Ogni insegnante, nel corso di ogni singola ora di lezione, deve prendere una grande quantità di decisioni, spesso del tutto impreviste. Ogni insegnante interagisce con un numero di alunni che va all'incirca tra i 15 e i 30. Ognuno di questi alunni ha meccaniche sue personali. Ognuno di loro può combinare un disastro epocale in pochi secondi, o gettare di punto in bianco il docente di turno in un mare di incertezze e nel panico più totale; ognuno di loro può sentirsi male, scivolare, rompersi l'osso del collo, picchiare o insultare quasi all'improvviso un compagno, causare o subire un incidente anche grave, sia fisico che diplomatico.
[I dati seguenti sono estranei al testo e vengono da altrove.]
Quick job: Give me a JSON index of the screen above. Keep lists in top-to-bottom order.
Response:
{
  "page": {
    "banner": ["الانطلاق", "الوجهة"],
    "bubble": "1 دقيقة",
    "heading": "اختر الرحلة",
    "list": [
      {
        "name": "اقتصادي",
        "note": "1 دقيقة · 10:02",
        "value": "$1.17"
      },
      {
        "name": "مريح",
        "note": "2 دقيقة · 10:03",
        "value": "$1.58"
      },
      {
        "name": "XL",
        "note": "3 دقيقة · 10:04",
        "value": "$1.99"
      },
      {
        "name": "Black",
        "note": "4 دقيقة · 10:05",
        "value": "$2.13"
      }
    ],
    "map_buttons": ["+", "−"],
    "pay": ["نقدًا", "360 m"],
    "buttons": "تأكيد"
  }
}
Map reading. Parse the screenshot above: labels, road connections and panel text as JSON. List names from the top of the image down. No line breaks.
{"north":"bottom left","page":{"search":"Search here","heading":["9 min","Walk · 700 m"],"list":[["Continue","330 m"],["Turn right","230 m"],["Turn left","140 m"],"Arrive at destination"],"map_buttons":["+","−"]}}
Non importa essere in una classe di quelle dette "di frontiera", dove droga e coltelli possono entrare in scena da un momento all'altro (anche se droga e coltelli possono apparire all'improvviso pure in classi che "di frontiera" non hanno proprio un bel nulla). Per mandare tutto nel casino più totale bastano una ventina scarsa di bravi bambini mediamente educati e di buon umore.
Non è necessario tagliarsi fino all'osso o avere una crisi epilettica, per lasciare morti e feriti sul campo di battaglia.
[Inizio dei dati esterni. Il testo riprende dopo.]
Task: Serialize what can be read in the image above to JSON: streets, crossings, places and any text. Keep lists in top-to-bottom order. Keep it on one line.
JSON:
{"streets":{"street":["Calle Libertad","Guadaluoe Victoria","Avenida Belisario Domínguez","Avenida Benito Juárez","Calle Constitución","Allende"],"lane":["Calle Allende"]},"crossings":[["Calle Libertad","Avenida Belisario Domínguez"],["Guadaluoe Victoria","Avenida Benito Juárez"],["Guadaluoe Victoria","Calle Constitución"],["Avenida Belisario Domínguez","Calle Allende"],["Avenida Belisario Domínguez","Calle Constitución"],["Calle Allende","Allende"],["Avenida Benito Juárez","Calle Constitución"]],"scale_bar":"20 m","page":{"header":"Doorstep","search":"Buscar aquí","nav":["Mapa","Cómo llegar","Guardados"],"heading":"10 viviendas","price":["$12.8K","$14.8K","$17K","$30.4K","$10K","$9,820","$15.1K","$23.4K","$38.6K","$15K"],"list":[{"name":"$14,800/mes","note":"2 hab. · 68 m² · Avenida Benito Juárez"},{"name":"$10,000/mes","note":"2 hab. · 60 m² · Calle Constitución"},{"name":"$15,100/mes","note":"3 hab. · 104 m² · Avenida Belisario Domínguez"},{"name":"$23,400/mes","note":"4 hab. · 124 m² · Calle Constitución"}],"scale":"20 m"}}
Lavorare con i ragazzi è rischioso. E' rischioso stando in classe, ed è rischioso portandoli fuori: in giardino a giocare, in palestra a correre, al Museo di Matematica per un rispettabile corso sul teorema di Pitagora, il rischio è sempre in agguato. Senza averne nessuna intenzione i ragazzi si possono ferire, pestare, danneggiare oggetti di valore incalcolabile, fare gran danno o subirne.
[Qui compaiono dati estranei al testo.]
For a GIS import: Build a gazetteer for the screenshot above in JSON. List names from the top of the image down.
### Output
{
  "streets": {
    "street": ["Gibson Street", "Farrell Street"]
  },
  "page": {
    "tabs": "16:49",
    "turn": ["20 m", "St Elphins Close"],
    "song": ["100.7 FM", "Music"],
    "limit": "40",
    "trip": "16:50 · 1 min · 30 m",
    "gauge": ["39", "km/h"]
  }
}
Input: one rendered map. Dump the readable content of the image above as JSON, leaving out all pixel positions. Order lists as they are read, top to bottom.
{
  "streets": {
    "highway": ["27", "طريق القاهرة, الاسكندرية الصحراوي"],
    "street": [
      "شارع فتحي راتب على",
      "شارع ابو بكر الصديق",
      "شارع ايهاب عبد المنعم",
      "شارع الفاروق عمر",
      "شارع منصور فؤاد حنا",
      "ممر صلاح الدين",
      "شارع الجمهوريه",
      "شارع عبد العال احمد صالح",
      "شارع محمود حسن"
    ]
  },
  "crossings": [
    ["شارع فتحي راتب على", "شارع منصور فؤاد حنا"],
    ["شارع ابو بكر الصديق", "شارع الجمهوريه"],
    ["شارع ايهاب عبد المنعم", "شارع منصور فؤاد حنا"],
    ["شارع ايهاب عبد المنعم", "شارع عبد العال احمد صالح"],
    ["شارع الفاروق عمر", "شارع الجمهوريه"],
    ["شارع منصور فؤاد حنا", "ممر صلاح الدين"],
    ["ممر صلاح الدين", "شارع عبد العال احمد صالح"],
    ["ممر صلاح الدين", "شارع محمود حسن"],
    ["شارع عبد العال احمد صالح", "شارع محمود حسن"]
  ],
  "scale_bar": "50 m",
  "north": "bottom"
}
Anche fare lezione è pericoloso. Anche solo cercare di farla. Le crisi emotive sono sempre in agguato, i rapporti possono deteriorarsi gravemente nel giro di pochi minuti. Se l'insegnante ha una buona ispirazione può risolvere la crisi in altrettanti cinque minuti e dopo il sole splende più di prima. Se l'insegnante ha un ispirazione sbagliata, se non capisce cosa c'è in gioco (ed è difficile che lo capisca, anche se a volte misteriosamente il lampo di genio arriva) può combinare un disastro epocale. A volte una semplice risposta sbagliata basta e avanza a deteriorare l'ambiente di lavoro, rovinare il rapporto con i singoli e col gruppo, trasformare un piccolo screzio in un rancore che durerà. A volte, per rimediare la risposta sbagliata, occorrono mesi di paziente lavoro. A volte non c'è lavoro che tenga, e per molto tempo (o per sempre, cioè finché durerà la classe) i rapporti sono compromessi. Spesso l'insegnante ferisce, spesso viene ferito. A volte viene preso di mira e sistematicamente perseguitato, a volte deve cercare di intervenire perché non sia preso di mira qualcuno degli alunni - ed è sempre un momento molto critico, dove il disastro, più che incombere, ride apertamente pregustando lo spettacolo a venire (che quasi sempre sarà all'altezza delle più pessimistiche aspettative).
Insegnare è faticoso. Per tutti, in tutte le materie. Anche quando l'insegnante tira al risparmio e stabilisce che chi lo segue, bene, e chi non lo segue son cazzi suoi.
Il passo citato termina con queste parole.